REQUIRED ACTION: Where "lane" occurs in a line of the entries below, copy that line.

EXERCISE DATA:
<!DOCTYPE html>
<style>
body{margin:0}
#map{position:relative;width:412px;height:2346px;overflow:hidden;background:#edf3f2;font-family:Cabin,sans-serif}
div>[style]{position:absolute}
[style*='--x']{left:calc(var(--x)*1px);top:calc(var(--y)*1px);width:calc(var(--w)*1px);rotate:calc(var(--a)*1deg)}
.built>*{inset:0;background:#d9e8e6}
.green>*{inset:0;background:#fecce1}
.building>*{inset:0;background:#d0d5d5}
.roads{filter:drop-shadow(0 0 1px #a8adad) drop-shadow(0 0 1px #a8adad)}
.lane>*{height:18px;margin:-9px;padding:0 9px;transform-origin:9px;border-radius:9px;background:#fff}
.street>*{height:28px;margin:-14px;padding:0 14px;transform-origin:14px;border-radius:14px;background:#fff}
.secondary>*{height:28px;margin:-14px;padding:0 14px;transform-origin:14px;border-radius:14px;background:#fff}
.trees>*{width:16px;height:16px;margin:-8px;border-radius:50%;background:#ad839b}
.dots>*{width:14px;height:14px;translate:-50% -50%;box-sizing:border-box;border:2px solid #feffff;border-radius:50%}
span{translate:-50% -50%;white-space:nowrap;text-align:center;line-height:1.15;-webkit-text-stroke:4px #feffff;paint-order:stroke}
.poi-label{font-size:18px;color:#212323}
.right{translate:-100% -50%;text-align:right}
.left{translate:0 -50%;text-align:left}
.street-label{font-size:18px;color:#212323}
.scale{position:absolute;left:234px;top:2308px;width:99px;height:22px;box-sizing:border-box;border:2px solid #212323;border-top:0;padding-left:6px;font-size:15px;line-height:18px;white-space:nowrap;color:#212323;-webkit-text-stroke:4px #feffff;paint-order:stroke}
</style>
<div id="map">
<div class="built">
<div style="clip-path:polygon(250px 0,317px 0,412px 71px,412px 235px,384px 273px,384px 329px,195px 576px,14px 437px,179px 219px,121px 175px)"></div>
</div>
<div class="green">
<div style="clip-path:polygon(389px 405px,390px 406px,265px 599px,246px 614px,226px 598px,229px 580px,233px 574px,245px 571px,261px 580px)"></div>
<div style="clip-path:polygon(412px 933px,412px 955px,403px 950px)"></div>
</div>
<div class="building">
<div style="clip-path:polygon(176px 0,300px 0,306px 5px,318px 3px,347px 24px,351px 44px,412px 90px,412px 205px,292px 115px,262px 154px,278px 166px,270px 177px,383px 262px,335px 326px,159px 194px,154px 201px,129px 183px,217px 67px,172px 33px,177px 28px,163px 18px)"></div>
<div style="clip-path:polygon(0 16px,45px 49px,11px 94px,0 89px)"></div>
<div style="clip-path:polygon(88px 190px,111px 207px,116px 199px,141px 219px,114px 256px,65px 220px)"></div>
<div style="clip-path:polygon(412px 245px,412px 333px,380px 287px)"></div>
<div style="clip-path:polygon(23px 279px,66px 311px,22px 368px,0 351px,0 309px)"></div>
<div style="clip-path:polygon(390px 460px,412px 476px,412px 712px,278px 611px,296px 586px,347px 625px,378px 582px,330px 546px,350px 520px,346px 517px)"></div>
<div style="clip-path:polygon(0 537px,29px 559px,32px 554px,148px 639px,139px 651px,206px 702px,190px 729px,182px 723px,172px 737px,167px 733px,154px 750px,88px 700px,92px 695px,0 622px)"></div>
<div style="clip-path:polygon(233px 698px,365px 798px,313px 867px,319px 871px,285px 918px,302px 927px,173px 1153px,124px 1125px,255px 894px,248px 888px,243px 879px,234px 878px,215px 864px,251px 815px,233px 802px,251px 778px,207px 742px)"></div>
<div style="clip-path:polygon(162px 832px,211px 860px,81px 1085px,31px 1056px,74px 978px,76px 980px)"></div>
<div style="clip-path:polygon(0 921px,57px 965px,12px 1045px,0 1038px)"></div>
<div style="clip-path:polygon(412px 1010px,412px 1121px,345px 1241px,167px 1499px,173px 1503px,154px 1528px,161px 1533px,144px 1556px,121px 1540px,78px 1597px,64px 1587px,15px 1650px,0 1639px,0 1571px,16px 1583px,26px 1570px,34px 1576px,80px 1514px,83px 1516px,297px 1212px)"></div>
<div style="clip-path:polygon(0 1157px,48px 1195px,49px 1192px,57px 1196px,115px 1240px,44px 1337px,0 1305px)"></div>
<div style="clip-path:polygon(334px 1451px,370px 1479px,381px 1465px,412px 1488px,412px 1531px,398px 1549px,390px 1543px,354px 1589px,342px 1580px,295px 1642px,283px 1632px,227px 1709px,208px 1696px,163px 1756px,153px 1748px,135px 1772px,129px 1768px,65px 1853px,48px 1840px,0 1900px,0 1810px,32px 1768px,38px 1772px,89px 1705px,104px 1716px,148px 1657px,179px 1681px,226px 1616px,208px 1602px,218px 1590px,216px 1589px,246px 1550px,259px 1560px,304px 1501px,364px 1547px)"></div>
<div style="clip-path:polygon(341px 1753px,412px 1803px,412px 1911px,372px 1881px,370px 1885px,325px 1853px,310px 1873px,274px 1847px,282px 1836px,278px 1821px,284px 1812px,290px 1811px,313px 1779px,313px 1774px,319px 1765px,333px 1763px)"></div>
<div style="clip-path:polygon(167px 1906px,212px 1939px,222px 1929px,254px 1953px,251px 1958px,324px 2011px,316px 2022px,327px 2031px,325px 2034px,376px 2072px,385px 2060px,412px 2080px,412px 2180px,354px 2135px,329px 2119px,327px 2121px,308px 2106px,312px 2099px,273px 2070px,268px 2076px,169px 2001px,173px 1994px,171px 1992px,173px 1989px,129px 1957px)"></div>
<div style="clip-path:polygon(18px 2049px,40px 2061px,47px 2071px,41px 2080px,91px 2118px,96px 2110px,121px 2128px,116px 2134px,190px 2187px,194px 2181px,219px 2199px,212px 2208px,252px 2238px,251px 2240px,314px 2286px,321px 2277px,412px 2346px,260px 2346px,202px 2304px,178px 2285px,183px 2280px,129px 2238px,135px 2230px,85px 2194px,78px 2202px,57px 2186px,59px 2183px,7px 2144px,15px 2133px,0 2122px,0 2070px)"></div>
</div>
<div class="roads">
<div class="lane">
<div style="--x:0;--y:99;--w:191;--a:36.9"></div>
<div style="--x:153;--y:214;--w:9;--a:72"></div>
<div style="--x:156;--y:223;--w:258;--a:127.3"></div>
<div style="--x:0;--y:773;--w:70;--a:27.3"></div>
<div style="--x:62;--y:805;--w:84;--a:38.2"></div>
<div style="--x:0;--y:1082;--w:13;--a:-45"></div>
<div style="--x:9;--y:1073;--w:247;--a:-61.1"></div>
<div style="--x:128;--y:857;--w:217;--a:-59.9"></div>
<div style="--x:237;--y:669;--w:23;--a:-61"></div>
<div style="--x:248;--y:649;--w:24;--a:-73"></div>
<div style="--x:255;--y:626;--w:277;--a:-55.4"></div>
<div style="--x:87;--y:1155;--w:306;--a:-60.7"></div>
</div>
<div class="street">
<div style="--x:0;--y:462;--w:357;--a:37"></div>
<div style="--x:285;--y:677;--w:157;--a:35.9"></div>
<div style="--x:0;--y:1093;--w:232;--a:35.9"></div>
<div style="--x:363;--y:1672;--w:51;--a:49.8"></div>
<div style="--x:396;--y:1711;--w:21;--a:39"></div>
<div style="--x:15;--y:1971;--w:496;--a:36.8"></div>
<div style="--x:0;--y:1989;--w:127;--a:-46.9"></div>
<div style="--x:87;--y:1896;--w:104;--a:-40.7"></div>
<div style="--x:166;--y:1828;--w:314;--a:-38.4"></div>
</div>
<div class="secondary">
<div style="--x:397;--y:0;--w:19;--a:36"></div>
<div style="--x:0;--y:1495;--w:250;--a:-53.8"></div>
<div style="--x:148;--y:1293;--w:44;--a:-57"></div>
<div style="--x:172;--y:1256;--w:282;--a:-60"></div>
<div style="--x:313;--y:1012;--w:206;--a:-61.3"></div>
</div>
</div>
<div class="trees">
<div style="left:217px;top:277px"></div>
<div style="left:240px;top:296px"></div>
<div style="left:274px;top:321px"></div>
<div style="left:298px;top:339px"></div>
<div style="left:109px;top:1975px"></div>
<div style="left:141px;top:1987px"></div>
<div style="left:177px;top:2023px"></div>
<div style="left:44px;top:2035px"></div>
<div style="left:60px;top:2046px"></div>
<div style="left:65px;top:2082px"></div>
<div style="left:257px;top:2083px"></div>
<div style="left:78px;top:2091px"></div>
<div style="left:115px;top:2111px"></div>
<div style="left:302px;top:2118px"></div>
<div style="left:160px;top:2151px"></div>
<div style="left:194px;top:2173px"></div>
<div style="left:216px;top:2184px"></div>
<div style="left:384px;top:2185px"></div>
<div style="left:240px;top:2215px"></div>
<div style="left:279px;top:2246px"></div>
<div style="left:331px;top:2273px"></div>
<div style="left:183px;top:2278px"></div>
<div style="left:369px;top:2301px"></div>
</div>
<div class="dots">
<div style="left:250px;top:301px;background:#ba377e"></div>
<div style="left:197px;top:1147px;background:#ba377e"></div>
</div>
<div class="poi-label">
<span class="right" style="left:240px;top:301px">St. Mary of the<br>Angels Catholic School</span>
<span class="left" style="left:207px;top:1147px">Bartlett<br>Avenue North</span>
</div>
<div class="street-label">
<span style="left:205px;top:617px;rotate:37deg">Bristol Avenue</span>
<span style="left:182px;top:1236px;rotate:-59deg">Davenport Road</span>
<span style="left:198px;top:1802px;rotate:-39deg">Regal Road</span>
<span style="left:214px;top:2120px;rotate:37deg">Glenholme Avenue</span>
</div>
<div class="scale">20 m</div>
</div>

RESULT OF THE EXERCISE:
.lane>*{height:18px;margin:-9px;padding:0 9px;transform-origin:9px;border-radius:9px;background:#fff}
<div class="lane">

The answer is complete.